| ||Mon Jul 25, 2011|
Pennant Energy Announces Closing of Private Placement Financings of $1.1 Million
| ||NOT FOR DISTRIBUTION TO UNITED STATES NEWSWIRE SERVICES OR FOR DISSEMINATION IN THE UNITED STATES|
Vancouver, B.C., July 25, 2011, -- Pennant Energy Inc. (the "Company") (TSX Venture: PEN) is pleased to announce the closing of the brokered private placement through Canaccord Genuity Corp (the "Agent"), and a non brokered private placement (collectively the "Offering"), as originally announced on July 4, 2011. The Company obtained conditional approval from the TSX Venture Exchange for the Offering on July 15, 2011.
The brokered portion of the Offering consisted of the sale of 5,478,294 flow-through shares of the Company (the "FT Shares") at a price of $0.17 per FT Share and 972,000 units of the Company (the "Units") at a price of $0.17 per Unit for total gross proceeds $1,096,549.98.
Each Unit consists of one common share of the Company and one common share purchase warrant (a "Warrant").

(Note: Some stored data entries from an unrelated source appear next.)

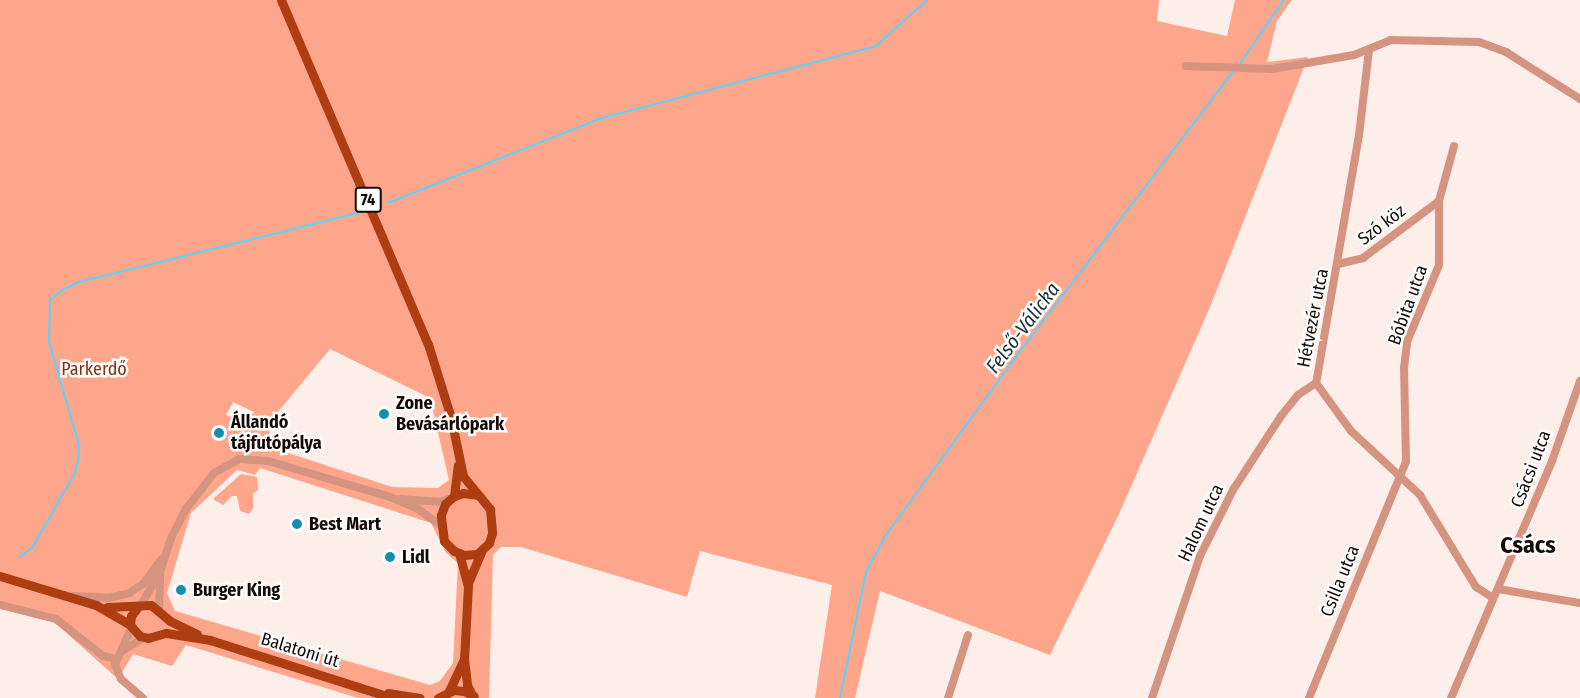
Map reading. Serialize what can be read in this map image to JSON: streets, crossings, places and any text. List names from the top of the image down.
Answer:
{
  "streets": {
    "main road": ["74", "Balatoni út"],
    "street": [
      "Szó köz",
      "Bóbita utca",
      "Hétvezér utca",
      "Csácsi utca",
      "Halom utca",
      "Csilla utca"
    ]
  },
  "crossings": [
    ["Szó köz", "Bóbita utca"],
    ["Szó köz", "Hétvezér utca"],
    ["Bóbita utca", "Hétvezér utca"],
    ["Bóbita utca", "Csilla utca"],
    ["Hétvezér utca", "Csácsi utca"],
    ["Hétvezér utca", "Halom utca"],
    ["Hétvezér utca", "Csilla utca"]
  ],
  "districts": ["Csács"],
  "water": ["Felső-Válicka"],
  "parks": ["Parkerdő"],
  "places": [
    "Zone Bevásárlópark",
    "Állandó tájfutópálya",
    "Best Mart",
    "Lidl",
    "Burger King"
  ]
}
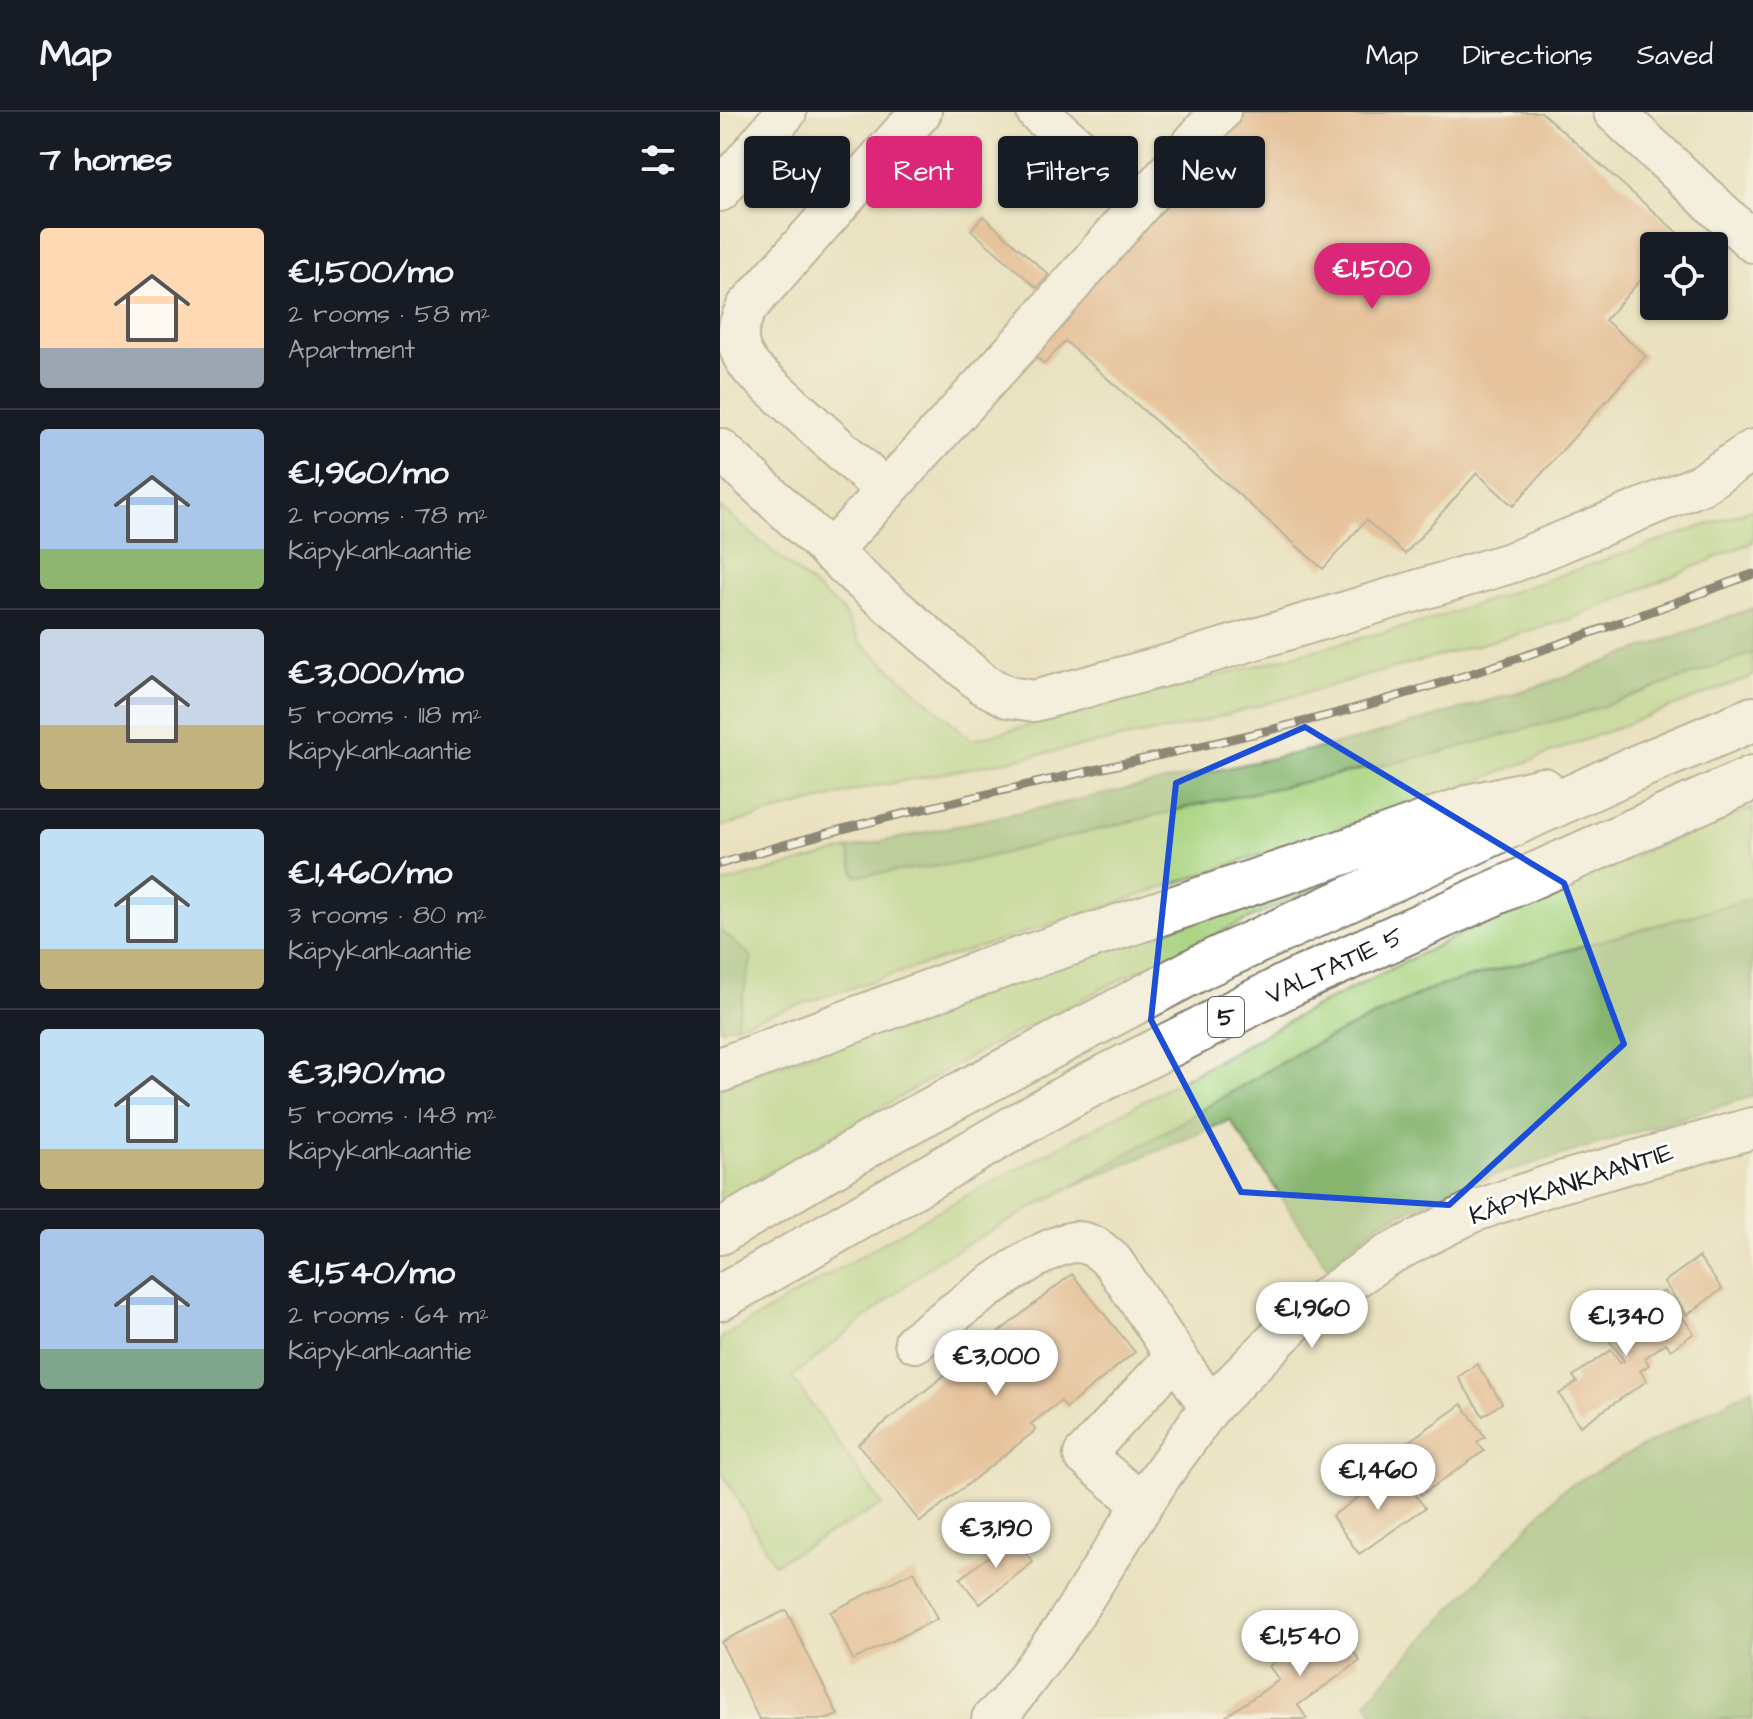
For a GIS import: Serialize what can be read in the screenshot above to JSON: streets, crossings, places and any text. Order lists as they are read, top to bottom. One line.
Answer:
{"streets":{"highway":["VALTATIE 5","5"],"street":["KÄPYKANKAANTIE"]},"page":{"header":"Map","nav":["Map","Directions","Saved"],"heading":"7 homes","chip":["Buy","Rent","Filters","New"],"list":[{"name":"€1,500/mo","note":"2 rooms · 58 m² · Apartment"},{"name":"€1,960/mo","note":"2 rooms · 78 m² · Käpykankaantie"},{"name":"€3,000/mo","note":"5 rooms · 118 m² · Käpykankaantie"},{"name":"€1,460/mo","note":"3 rooms · 80 m² · Käpykankaantie"},{"name":"€3,190/mo","note":"5 rooms · 148 m² · Käpykankaantie"},{"name":"€1,540/mo","note":"2 rooms · 64 m² · Käpykankaantie"}],"price":["€1,500","€1,960","€1,340","€3,000","€1,460","€3,190","€1,540"]}}
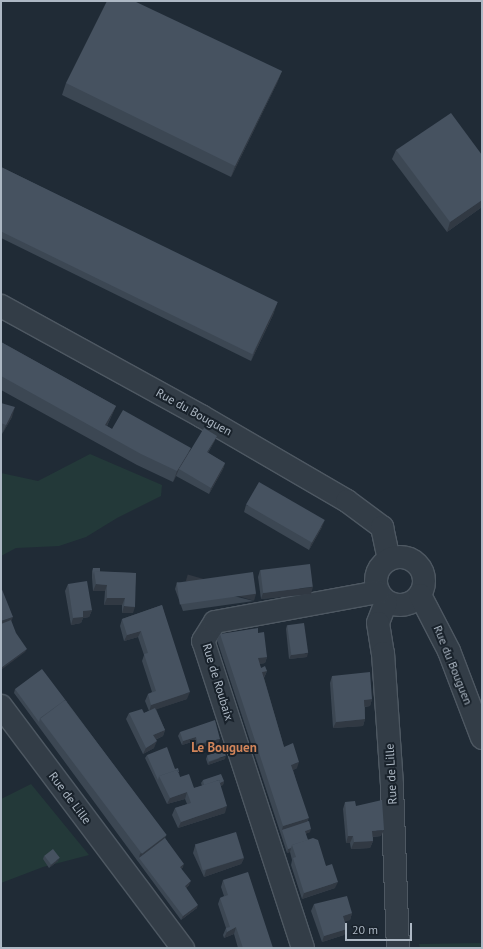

Each Warrant is exercisable into one common share of the Company for a period of 24 months from closing at an exercise price of C$0.22.
The Company paid the Agent a cash fee equal to 7% of the gross proceeds raised from the brokered private placement and issued to the Agent warrants (the "Agent's Warrants") equal to 7% of the aggregate number of Units and FT Shares sold. Each Agent's Warrant is exercisable into one common share of the Company for a period of 24 months from closing at an exercise price of $0.17. In addition, the Company issued 147,059 Units as a corporate finance fee to the Agent.
The non-brokered portion of the Offering consisted of the sale of 177,000 FT Shares for total gross proceeds of $30,090. A finder's fee of $702.10 was paid in accordance with the policy of the Exchange.
The funds raised from the issuance of the FT Shares shall be used for general exploration expenditures which will qualify as expenses under paragraph 66 (12.66) (b) of the Income Tax Act (Canada) on the Company's Bigstone Project located NW of Edmonton, Alberta in accordance with the provisions of the Company's earn-in agreement with Donnybrook Energy Inc. Funds raised from the issuance of Units will be for general working capital.
The securities issued will be subject to a four month hold period expiring November 26, 2011.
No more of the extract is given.